Cook’s Garage restaurant faced backlash this week, after a photo of a sign in their building began circulating on social media, that some Lubbock residents are calling “racist.”
It’s a vintage neon sign from a 1920’s restaurant called the “Coon Chicken Inn,” featuring a caricature of an African-American man, with the name of the restaurant in his mouth, but many on social media are calling it “offensive.”
Lubbock resident Jasmine Abdullah said she saw the post on a friend of a friend’s page.
“I was reading the comments, I saw the sign, and I immediately got infuriated,” Abdullah said. “Because I was thinking ‘In this day and age, we are still having to deal with things like this?”

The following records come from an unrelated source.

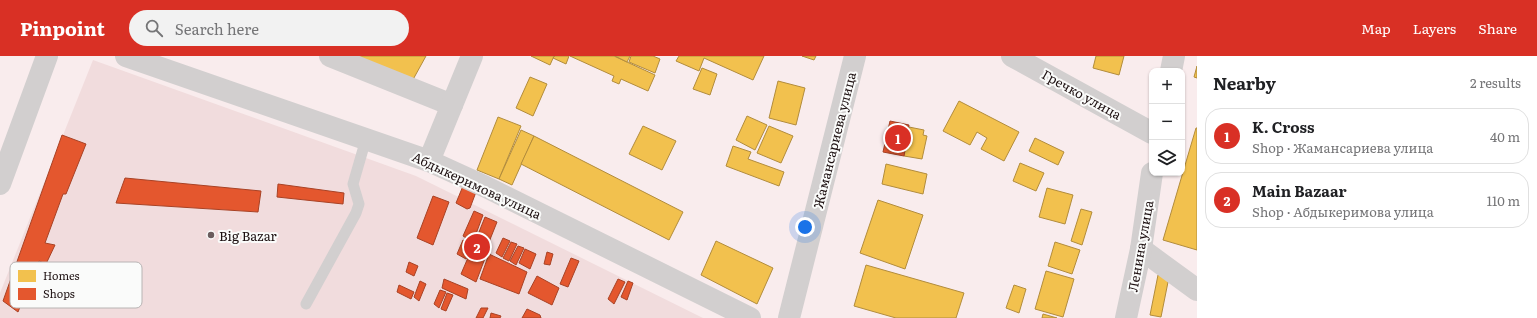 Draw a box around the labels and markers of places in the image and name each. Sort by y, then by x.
pin: 1 [885,123,911,153]
place label: Big Bazar [219,226,278,245]
marker: Big Bazar [206,230,216,240]
pin: 2 [464,232,490,262] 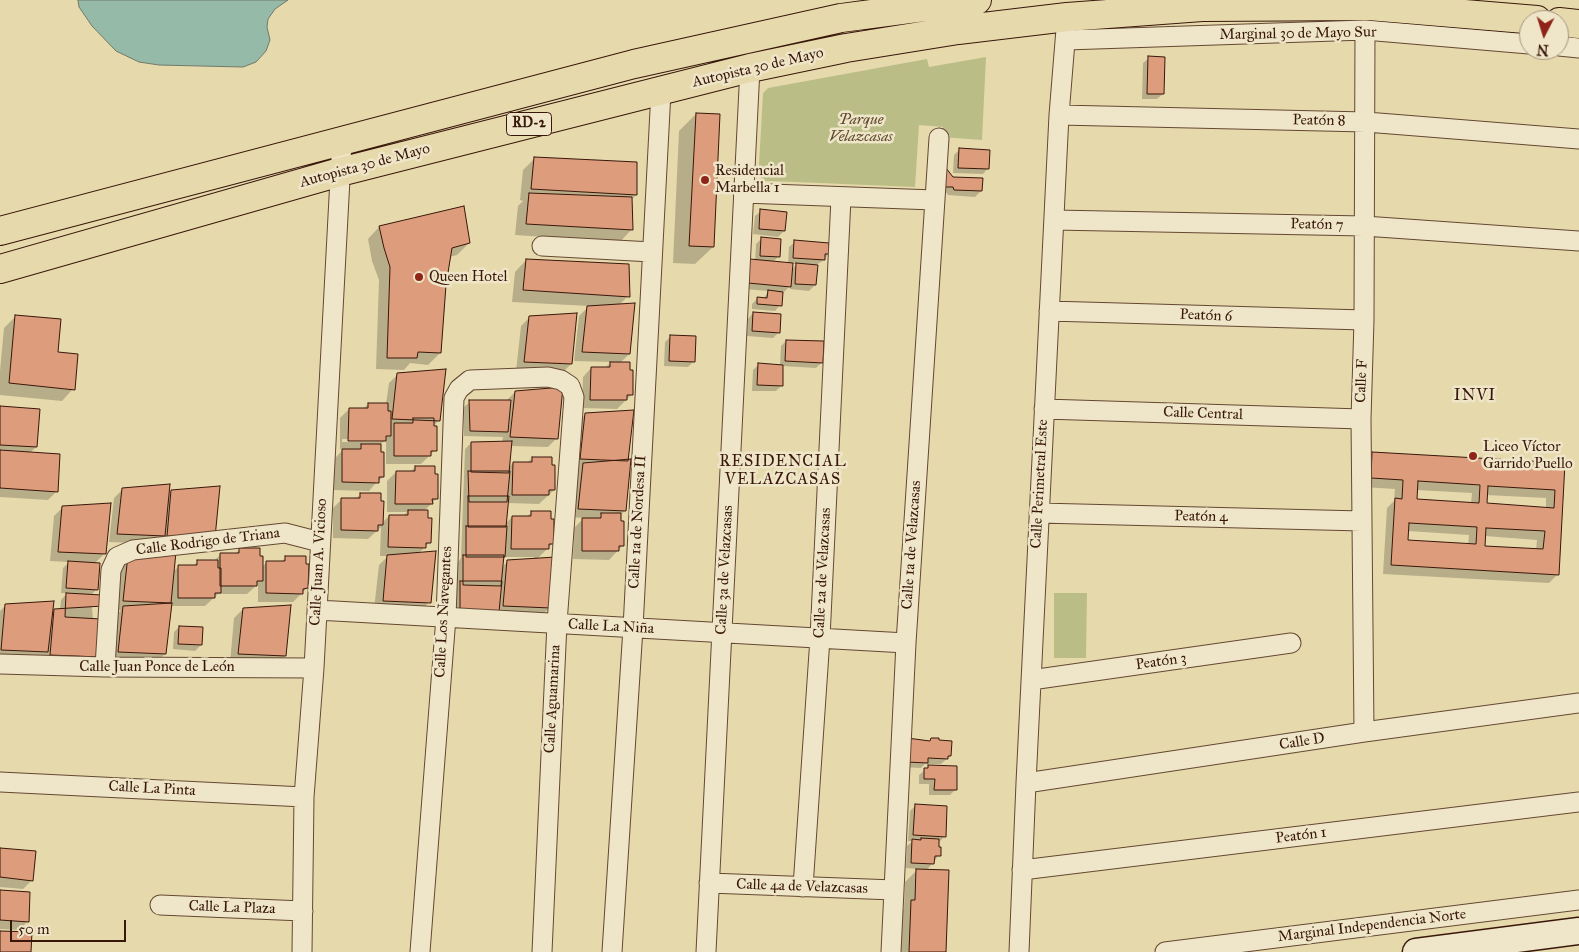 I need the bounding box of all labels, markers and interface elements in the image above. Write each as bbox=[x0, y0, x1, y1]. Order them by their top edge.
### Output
north arrow bbox=[1519, 10, 1569, 60]
street label: Marginal 30 de Mayo Sur bbox=[1219, 24, 1377, 44]
text: N bbox=[1536, 40, 1549, 58]
street label: Autopista 30 de Mayo bbox=[691, 44, 825, 92]
park label: Parque Velazcasas bbox=[829, 111, 893, 146]
road number: RD-2 bbox=[506, 112, 552, 136]
street label: Peatón 8 bbox=[1292, 112, 1346, 130]
street label: Autopista 30 de Mayo bbox=[298, 140, 432, 192]
place label: Residencial Marbella 1 bbox=[715, 162, 784, 197]
marker: Residencial Marbella 1 bbox=[699, 174, 711, 186]
street label: Peatón 7 bbox=[1290, 216, 1344, 234]
place label: Queen Hotel bbox=[429, 268, 508, 286]
marker: Queen Hotel bbox=[413, 271, 425, 283]
street label: Peatón 6 bbox=[1179, 306, 1233, 326]
street label: Calle F bbox=[1352, 359, 1372, 403]
district label: INVI bbox=[1453, 386, 1497, 406]
street label: Calle Central bbox=[1163, 404, 1243, 424]
street label: Calle Perimetral Este bbox=[1028, 419, 1052, 549]
place label: Liceo Víctor Garrido Puello bbox=[1483, 438, 1573, 473]
marker: Liceo Víctor Garrido Puello bbox=[1467, 450, 1479, 462]
district label: RESIDENCIAL VELAZCASAS bbox=[718, 452, 848, 490]
street label: Calle 1a de Nordesa II bbox=[626, 455, 650, 589]
street label: Calle 1a de Velazcasas bbox=[899, 480, 925, 610]
street label: Calle Juan A. Vicioso bbox=[307, 498, 331, 626]
street label: Calle 3a de Velazcasas bbox=[713, 505, 737, 635]
street label: Calle 2a de Velazcasas bbox=[811, 507, 835, 639]
street label: Peatón 4 bbox=[1174, 508, 1228, 526]
street label: Calle Rodrigo de Triana bbox=[135, 524, 281, 560]
street label: Calle Los Navegantes bbox=[432, 546, 456, 678]
street label: Calle La Niña bbox=[568, 616, 654, 638]
street label: Calle Aguamarina bbox=[541, 644, 565, 754]
street label: Peatón 3 bbox=[1134, 650, 1188, 674]
street label: Calle Juan Ponce de León bbox=[79, 658, 235, 676]
street label: Calle D bbox=[1278, 730, 1326, 754]
street label: Calle La Pinta bbox=[108, 778, 196, 800]
street label: Peatón 1 bbox=[1275, 824, 1327, 848]
street label: Calle 4a de Velazcasas bbox=[736, 876, 868, 898]
street label: Calle La Plaza bbox=[188, 897, 276, 919]
street label: Marginal Independencia Norte bbox=[1277, 906, 1467, 946]
scale bar bbox=[12, 910, 129, 942]
text: 50 m bbox=[18, 920, 50, 938]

She said she believes it is a racist image.
“If we want to be remembered as a group of people, that is not how we want to be remembered,” Abdullah said. “If you want to put a piece of American history or African-American history up, there are tons of people you can have hanging up in your restaurant. Not something derogatory.”
Abdullah told EverythingLubbock.com she’s reached out to Cook’s Garage multiple times asking them to take it down, but hasn’t gotten a response.

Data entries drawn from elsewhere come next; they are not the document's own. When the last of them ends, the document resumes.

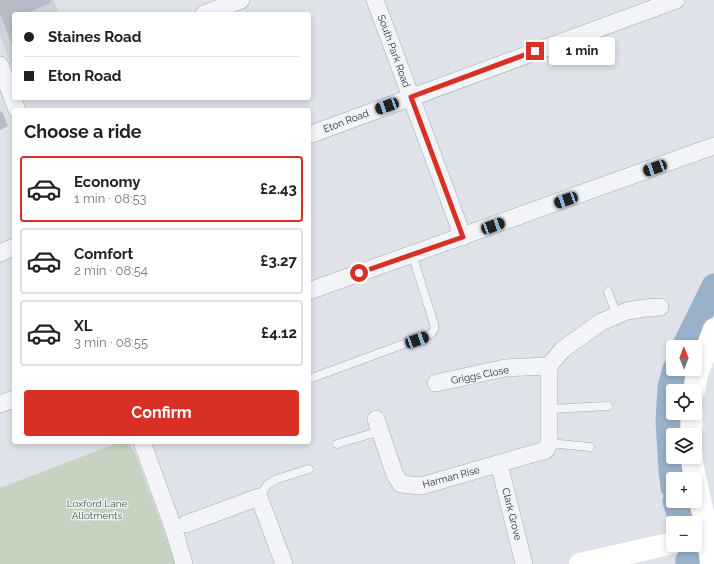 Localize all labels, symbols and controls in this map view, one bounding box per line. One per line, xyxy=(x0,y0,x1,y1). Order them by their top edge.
street label: South Park Road xyxy=(376,13,412,89)
text: Staines Road xyxy=(48,28,141,46)
callout: 1 min xyxy=(549,37,615,65)
route end xyxy=(526,42,544,60)
text: 1 min xyxy=(566,43,598,58)
text: Eton Road xyxy=(48,67,121,85)
car xyxy=(374,96,400,116)
street label: Eton Road xyxy=(322,107,370,135)
text: Choose a ride xyxy=(24,121,142,142)
car xyxy=(642,158,668,178)
icon: car xyxy=(26,171,62,207)
text: Economy xyxy=(74,173,141,191)
text: £2.43 xyxy=(260,180,297,198)
car xyxy=(553,190,579,210)
text: 1 min · 08:53 xyxy=(74,191,146,206)
car xyxy=(480,216,506,236)
icon: car xyxy=(26,243,62,279)
text: Comfort xyxy=(74,245,133,263)
text: £3.27 xyxy=(260,252,297,270)
text: 2 min · 08:54 xyxy=(74,263,148,278)
route start xyxy=(350,264,368,282)
icon: car xyxy=(26,315,62,351)
text: XL xyxy=(74,317,92,335)
text: £4.12 xyxy=(261,324,297,342)
car xyxy=(404,330,430,350)
text: 3 min · 08:55 xyxy=(74,335,148,350)
north arrow xyxy=(666,340,702,376)
map controls xyxy=(666,340,702,552)
street label: Griggs Close xyxy=(450,364,510,386)
button: locate xyxy=(666,384,702,420)
button: Confirm xyxy=(24,390,299,436)
button: layers xyxy=(666,428,702,464)
street label: Harman Rise xyxy=(421,464,481,490)
button: + xyxy=(666,472,702,508)
street label: Clark Grove xyxy=(500,487,524,542)
park label: Loxford Lane Allotments xyxy=(67,498,127,521)
button: − xyxy=(666,516,702,552)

Cook’s Garage declined to comment for EverythingLubbock.com, but posted a public response on their Facebook page.
“It was a piece of history in the 20’s. This is not the 1920’s,” Abdullah said, regarding the original 1920’s restaurant. “If they did their history before responding, they would know that restaurant was closed down for that particular reason, for the racial epithets it basically stood on.”
Cook’s Garage declined to comment on if the sign was still up, but Abdullah said it was about more than the sign.
“People are always saying racism is dying. You know, it’s not, and this is just kind a reminder that it’s not going anywhere. But the fact that it’s not going anywhere means that we can’t either.”